◆ About this task:
Using the data below, work out how many lines contain "content", and report only that number.
----------------
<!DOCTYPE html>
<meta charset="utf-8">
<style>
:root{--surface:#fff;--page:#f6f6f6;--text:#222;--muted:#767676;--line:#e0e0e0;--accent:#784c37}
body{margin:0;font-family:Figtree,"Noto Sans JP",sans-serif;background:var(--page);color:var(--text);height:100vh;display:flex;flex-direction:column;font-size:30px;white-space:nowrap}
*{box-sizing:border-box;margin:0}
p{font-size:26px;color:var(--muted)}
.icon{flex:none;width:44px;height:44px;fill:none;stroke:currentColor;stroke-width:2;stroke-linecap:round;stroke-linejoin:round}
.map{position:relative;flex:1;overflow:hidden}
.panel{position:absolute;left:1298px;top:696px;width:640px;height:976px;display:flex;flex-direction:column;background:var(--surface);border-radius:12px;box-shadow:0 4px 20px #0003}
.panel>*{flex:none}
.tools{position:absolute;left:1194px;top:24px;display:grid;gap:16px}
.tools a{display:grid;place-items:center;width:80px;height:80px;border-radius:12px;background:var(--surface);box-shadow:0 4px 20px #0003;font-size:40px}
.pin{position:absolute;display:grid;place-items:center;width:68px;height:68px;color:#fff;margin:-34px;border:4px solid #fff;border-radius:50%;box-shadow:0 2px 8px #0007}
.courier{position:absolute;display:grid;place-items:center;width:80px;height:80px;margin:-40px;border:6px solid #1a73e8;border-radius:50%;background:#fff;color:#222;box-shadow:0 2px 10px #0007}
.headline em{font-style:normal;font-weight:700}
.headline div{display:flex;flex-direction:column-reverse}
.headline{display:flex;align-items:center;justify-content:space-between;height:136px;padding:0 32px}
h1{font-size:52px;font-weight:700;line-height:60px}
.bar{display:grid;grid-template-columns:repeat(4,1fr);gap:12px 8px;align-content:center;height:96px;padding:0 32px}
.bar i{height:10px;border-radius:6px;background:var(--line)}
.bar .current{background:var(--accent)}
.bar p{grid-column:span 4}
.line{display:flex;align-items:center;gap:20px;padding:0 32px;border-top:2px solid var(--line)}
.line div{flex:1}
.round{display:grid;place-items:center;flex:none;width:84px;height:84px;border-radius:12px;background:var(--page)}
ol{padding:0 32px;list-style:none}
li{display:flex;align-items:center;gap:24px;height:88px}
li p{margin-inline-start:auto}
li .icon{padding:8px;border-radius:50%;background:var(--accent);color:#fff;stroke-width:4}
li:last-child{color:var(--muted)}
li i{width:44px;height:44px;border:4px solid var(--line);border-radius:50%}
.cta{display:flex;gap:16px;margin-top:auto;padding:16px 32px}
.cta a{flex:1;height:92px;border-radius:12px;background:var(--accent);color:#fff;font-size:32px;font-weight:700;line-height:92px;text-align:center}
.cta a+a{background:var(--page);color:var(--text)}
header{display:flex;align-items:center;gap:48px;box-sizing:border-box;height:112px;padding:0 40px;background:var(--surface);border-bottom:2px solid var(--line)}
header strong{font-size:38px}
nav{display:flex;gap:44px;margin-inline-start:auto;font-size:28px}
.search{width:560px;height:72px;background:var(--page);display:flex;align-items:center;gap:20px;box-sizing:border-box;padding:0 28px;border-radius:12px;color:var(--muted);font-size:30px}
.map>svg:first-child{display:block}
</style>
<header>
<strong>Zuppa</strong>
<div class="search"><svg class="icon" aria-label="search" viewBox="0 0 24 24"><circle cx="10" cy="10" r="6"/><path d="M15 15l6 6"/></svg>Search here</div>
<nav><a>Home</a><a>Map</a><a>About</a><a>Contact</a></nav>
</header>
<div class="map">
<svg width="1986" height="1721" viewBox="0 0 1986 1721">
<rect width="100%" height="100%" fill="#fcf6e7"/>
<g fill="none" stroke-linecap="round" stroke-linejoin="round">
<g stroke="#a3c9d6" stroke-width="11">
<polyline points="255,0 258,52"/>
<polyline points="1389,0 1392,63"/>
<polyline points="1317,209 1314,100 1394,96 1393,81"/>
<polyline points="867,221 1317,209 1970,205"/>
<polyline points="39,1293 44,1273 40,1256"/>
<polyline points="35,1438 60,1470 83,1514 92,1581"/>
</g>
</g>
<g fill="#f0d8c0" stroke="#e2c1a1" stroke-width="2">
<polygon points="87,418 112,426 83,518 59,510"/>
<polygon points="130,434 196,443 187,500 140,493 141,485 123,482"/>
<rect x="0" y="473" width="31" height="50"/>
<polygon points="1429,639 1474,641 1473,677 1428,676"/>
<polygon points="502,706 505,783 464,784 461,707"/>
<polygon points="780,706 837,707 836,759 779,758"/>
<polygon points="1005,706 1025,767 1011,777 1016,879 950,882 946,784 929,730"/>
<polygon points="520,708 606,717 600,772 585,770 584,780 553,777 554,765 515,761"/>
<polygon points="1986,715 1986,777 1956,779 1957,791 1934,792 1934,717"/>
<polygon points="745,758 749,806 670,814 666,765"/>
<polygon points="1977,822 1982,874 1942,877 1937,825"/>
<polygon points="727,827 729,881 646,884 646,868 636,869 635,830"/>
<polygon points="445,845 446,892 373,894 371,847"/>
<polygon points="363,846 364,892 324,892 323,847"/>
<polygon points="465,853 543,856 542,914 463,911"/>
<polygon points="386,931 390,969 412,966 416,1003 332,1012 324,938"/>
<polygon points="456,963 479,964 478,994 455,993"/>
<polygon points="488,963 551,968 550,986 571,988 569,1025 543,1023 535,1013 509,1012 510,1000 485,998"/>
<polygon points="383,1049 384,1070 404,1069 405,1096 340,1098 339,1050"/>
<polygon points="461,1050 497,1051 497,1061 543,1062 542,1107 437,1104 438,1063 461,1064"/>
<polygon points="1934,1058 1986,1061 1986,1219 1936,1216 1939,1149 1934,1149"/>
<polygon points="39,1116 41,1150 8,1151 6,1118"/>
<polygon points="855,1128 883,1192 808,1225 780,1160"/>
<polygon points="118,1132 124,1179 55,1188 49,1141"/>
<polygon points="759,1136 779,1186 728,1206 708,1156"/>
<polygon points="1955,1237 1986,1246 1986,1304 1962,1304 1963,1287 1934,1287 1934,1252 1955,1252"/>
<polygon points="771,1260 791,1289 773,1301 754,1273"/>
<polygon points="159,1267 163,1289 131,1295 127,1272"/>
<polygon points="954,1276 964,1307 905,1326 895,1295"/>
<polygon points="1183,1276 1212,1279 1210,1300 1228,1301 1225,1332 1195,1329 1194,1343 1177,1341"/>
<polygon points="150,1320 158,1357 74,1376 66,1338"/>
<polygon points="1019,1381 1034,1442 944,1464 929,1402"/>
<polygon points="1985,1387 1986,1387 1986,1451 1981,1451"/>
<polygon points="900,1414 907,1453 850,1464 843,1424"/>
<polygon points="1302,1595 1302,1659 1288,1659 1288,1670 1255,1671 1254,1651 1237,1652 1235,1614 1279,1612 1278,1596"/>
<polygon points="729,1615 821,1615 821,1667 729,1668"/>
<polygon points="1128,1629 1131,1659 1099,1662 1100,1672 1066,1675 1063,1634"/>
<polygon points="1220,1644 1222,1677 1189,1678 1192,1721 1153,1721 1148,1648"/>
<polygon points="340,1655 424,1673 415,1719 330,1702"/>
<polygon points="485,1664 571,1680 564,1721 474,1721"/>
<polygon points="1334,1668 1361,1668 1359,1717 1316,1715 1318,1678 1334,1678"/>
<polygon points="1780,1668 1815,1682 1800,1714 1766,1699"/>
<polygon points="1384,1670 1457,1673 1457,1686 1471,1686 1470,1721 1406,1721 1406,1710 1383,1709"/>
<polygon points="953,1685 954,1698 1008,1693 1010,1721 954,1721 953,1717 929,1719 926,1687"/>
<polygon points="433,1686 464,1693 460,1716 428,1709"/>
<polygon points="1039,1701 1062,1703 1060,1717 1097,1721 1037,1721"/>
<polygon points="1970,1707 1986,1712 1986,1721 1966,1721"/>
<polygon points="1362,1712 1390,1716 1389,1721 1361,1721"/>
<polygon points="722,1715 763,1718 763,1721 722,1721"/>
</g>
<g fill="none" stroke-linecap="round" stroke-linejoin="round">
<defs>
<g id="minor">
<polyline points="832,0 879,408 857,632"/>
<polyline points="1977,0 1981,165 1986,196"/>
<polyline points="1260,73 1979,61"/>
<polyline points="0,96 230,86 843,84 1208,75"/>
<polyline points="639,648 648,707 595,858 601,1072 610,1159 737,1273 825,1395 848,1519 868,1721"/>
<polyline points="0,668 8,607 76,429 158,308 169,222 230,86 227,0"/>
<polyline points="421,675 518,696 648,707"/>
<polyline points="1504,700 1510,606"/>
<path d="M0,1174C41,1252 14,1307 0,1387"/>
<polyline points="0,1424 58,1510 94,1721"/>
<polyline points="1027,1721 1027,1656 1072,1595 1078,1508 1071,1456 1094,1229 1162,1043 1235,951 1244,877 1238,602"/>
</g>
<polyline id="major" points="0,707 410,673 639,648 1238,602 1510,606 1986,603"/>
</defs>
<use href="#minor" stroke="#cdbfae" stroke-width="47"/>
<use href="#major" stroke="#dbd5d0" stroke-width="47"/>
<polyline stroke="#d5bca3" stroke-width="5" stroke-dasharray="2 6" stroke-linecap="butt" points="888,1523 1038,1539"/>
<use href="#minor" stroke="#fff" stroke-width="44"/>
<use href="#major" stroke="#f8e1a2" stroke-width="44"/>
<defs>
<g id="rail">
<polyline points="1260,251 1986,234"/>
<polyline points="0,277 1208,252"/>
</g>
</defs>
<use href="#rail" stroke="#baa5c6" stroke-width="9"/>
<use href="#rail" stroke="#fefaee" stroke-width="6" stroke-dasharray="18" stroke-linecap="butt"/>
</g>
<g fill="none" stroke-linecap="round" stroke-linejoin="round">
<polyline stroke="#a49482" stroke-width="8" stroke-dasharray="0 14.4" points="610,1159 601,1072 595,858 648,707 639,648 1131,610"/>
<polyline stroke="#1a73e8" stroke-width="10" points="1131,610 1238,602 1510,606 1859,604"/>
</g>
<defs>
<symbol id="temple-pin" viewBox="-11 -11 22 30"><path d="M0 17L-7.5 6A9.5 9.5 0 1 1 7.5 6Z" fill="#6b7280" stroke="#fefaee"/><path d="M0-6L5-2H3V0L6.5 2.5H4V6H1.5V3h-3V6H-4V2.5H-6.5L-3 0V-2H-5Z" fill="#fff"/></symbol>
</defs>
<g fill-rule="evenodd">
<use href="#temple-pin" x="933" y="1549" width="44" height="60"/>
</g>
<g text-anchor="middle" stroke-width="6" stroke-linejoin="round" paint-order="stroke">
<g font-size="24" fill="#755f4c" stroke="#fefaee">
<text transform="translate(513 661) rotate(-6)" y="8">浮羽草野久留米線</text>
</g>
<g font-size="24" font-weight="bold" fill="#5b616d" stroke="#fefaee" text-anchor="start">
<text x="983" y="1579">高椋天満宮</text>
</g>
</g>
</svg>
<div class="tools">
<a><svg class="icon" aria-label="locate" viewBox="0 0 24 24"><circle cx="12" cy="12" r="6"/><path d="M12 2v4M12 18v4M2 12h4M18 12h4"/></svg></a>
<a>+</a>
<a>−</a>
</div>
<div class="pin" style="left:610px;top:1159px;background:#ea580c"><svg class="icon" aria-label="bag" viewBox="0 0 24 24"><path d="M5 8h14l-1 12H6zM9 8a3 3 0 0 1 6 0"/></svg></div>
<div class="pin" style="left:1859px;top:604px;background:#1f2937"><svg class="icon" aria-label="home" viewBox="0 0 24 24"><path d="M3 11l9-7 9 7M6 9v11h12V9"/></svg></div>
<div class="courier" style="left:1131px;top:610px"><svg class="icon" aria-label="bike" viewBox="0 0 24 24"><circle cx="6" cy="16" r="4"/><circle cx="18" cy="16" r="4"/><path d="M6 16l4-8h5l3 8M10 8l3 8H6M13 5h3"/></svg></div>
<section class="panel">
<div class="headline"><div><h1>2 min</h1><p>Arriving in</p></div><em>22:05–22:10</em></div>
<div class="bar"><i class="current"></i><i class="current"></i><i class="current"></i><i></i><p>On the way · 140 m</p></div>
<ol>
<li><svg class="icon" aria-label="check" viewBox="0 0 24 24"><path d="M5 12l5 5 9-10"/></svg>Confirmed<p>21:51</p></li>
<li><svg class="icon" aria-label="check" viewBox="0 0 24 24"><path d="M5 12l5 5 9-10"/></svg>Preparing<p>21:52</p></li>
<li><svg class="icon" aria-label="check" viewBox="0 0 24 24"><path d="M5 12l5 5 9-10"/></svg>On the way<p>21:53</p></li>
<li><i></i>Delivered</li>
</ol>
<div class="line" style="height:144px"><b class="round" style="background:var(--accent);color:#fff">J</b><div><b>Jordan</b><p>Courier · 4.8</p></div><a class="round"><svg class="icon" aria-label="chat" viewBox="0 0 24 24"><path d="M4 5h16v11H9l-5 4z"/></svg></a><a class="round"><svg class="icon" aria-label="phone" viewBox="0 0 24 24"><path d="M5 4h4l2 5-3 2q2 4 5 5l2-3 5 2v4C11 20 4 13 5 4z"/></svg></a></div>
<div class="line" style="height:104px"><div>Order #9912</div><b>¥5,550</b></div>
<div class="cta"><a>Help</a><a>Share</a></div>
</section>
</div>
----------------
◆ Answer to the problem:
2